# [WHAT THE TASK ASKS]
When you copy the data that follows, reproduce every word exactly and leave out the images.

# [GIVEN INFORMATION]
######
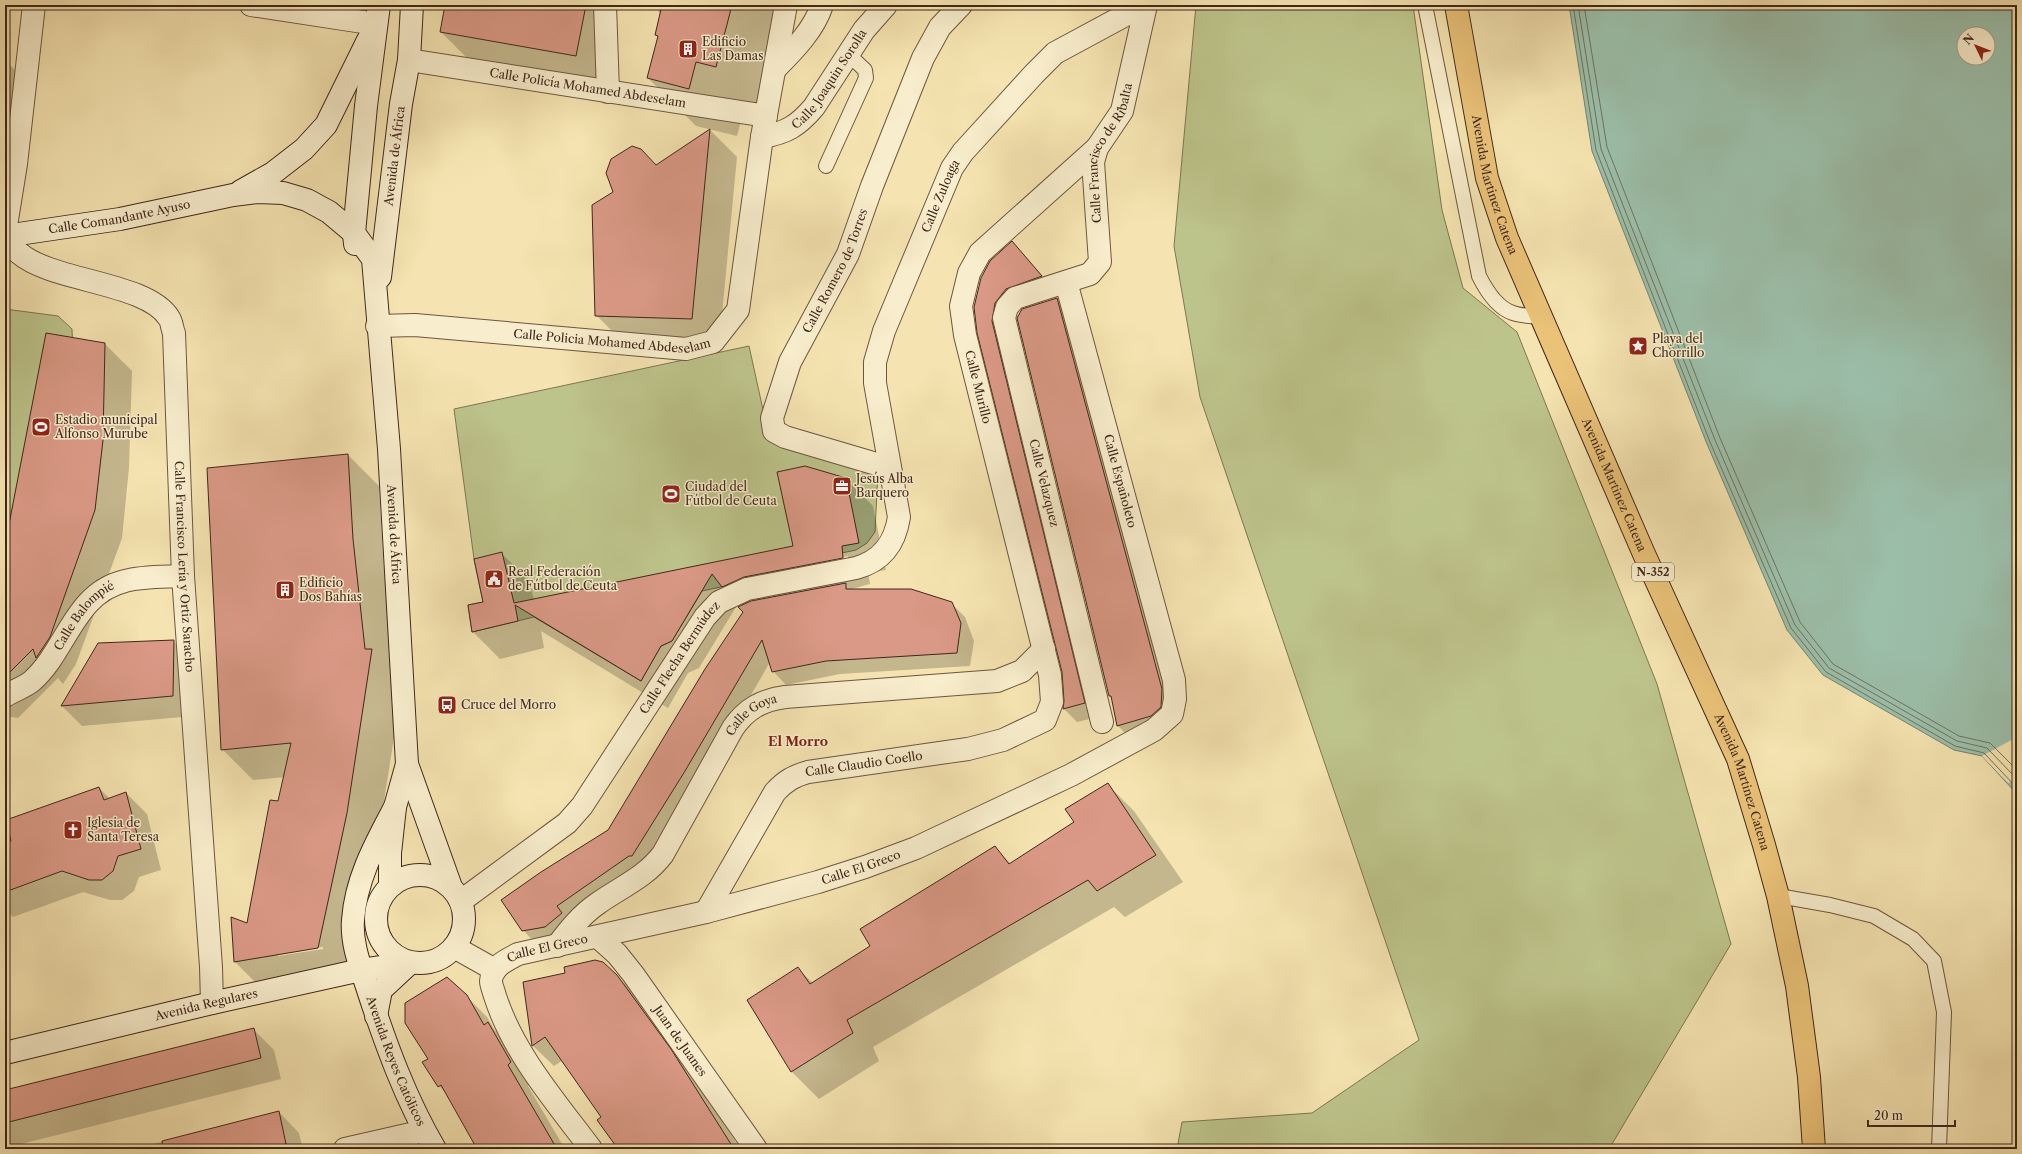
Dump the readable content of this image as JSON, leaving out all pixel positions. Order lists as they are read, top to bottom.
{
  "streets": {
    "highway": ["Avenida Martinez Catena", "N-352"],
    "street": [
      "Calle Joaquin Sorolla",
      "Calle Policía Mohamed Abdeselam",
      "Calle Francisco de Ribalta",
      "Avenida de África",
      "Calle Zuloaga",
      "Calle Comandante Ayuso",
      "Calle Romero de Torres",
      "Calle Policia Mohamed Abdeselam",
      "Calle Murillo",
      "Calle Españoleto",
      "Calle Velazquez",
      "Calle Francisco Lería y Ortiz Saracho",
      "Calle Balompié",
      "Calle Flecha Bermúdez",
      "Calle Goya",
      "Calle Claudio Coello",
      "Calle El Greco",
      "Avenida Regulares",
      "Juan de Juanes",
      "Avenida Reyes Católicos"
    ]
  },
  "crossings": [
    ["Calle Joaquin Sorolla", "Calle Policía Mohamed Abdeselam"],
    ["Calle Joaquin Sorolla", "Calle Policia Mohamed Abdeselam"],
    ["Calle Policía Mohamed Abdeselam", "Avenida de África"],
    ["Calle Policía Mohamed Abdeselam", "Calle Policia Mohamed Abdeselam"],
    ["Calle Francisco de Ribalta", "Calle Zuloaga"],
    ["Calle Francisco de Ribalta", "Calle Murillo"],
    ["Calle Francisco de Ribalta", "Calle Españoleto"],
    ["Calle Francisco de Ribalta", "Calle Velazquez"],
    ["Avenida de África", "Calle Comandante Ayuso"],
    ["Avenida de África", "Calle Policia Mohamed Abdeselam"],
    ["Avenida de África", "Calle Flecha Bermúdez"],
    ["Avenida de África", "Avenida Regulares"],
    ["Avenida de África", "Avenida Reyes Católicos"],
    ["Calle Zuloaga", "Calle Romero de Torres"],
    ["Calle Zuloaga", "Calle Flecha Bermúdez"],
    ["Calle Comandante Ayuso", "Calle Francisco Lería y Ortiz Saracho"],
    ["Calle Romero de Torres", "Calle Flecha Bermúdez"],
    ["Calle Murillo", "Calle Goya"],
    ["Calle Murillo", "Calle Claudio Coello"],
    ["Calle Españoleto", "Calle Velazquez"],
    ["Calle Españoleto", "Calle El Greco"],
    ["Calle Francisco Lería y Ortiz Saracho", "Calle Balompié"],
    ["Calle Francisco Lería y Ortiz Saracho", "Avenida Regulares"],
    ["Calle Flecha Bermúdez", "Avenida Regulares"],
    ["Calle Goya", "Calle El Greco"],
    ["Calle Claudio Coello", "Calle El Greco"],
    ["Calle El Greco", "Juan de Juanes"],
    ["Avenida Regulares", "Avenida Reyes Católicos"]
  ],
  "districts": ["El Morro"],
  "places": {
    "building": ["Edificio Las Damas", "Edificio Dos Bahías"],
    "place": ["Playa del Chorrillo"],
    "sports": ["Estadio municipal Alfonso Murube", "Ciudad del Fútbol de Ceuta"],
    "office": ["Jesús Alba Barquero"],
    "public building": ["Real Federación de Fútbol de Ceuta"],
    "bus stop": ["Cruce del Morro"],
    "church": ["Iglesia de Santa Teresa"]
  },
  "scale_bar": "20 m",
  "north": "top left"
}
######
# [COMPLETED TASK]
Dump the readable content of this image as JSON, leaving out all pixel positions. Order lists as they are read, top to bottom.
{
  "streets": {
    "highway": ["Avenida Martinez Catena", "N-352"],
    "street": [
      "Calle Joaquin Sorolla",
      "Calle Policía Mohamed Abdeselam",
      "Calle Francisco de Ribalta",
      "Avenida de África",
      "Calle Zuloaga",
      "Calle Comandante Ayuso",
      "Calle Romero de Torres",
      "Calle Policia Mohamed Abdeselam",
      "Calle Murillo",
      "Calle Españoleto",
      "Calle Velazquez",
      "Calle Francisco Lería y Ortiz Saracho",
      "Calle Balompié",
      "Calle Flecha Bermúdez",
      "Calle Goya",
      "Calle Claudio Coello",
      "Calle El Greco",
      "Avenida Regulares",
      "Juan de Juanes",
      "Avenida Reyes Católicos"
    ]
  },
  "crossings": [
    ["Calle Joaquin Sorolla", "Calle Policía Mohamed Abdeselam"],
    ["Calle Joaquin Sorolla", "Calle Policia Mohamed Abdeselam"],
    ["Calle Policía Mohamed Abdeselam", "Avenida de África"],
    ["Calle Policía Mohamed Abdeselam", "Calle Policia Mohamed Abdeselam"],
    ["Calle Francisco de Ribalta", "Calle Zuloaga"],
    ["Calle Francisco de Ribalta", "Calle Murillo"],
    ["Calle Francisco de Ribalta", "Calle Españoleto"],
    ["Calle Francisco de Ribalta", "Calle Velazquez"],
    ["Avenida de África", "Calle Comandante Ayuso"],
    ["Avenida de África", "Calle Policia Mohamed Abdeselam"],
    ["Avenida de África", "Calle Flecha Bermúdez"],
    ["Avenida de África", "Avenida Regulares"],
    ["Avenida de África", "Avenida Reyes Católicos"],
    ["Calle Zuloaga", "Calle Romero de Torres"],
    ["Calle Zuloaga", "Calle Flecha Bermúdez"],
    ["Calle Comandante Ayuso", "Calle Francisco Lería y Ortiz Saracho"],
    ["Calle Romero de Torres", "Calle Flecha Bermúdez"],
    ["Calle Murillo", "Calle Goya"],
    ["Calle Murillo", "Calle Claudio Coello"],
    ["Calle Españoleto", "Calle Velazquez"],
    ["Calle Españoleto", "Calle El Greco"],
    ["Calle Francisco Lería y Ortiz Saracho", "Calle Balompié"],
    ["Calle Francisco Lería y Ortiz Saracho", "Avenida Regulares"],
    ["Calle Flecha Bermúdez", "Avenida Regulares"],
    ["Calle Goya", "Calle El Greco"],
    ["Calle Claudio Coello", "Calle El Greco"],
    ["Calle El Greco", "Juan de Juanes"],
    ["Avenida Regulares", "Avenida Reyes Católicos"]
  ],
  "districts": ["El Morro"],
  "places": {
    "building": ["Edificio Las Damas", "Edificio Dos Bahías"],
    "place": ["Playa del Chorrillo"],
    "sports": ["Estadio municipal Alfonso Murube", "Ciudad del Fútbol de Ceuta"],
    "office": ["Jesús Alba Barquero"],
    "public building": ["Real Federación de Fútbol de Ceuta"],
    "bus stop": ["Cruce del Morro"],
    "church": ["Iglesia de Santa Teresa"]
  },
  "scale_bar": "20 m",
  "north": "top left"
}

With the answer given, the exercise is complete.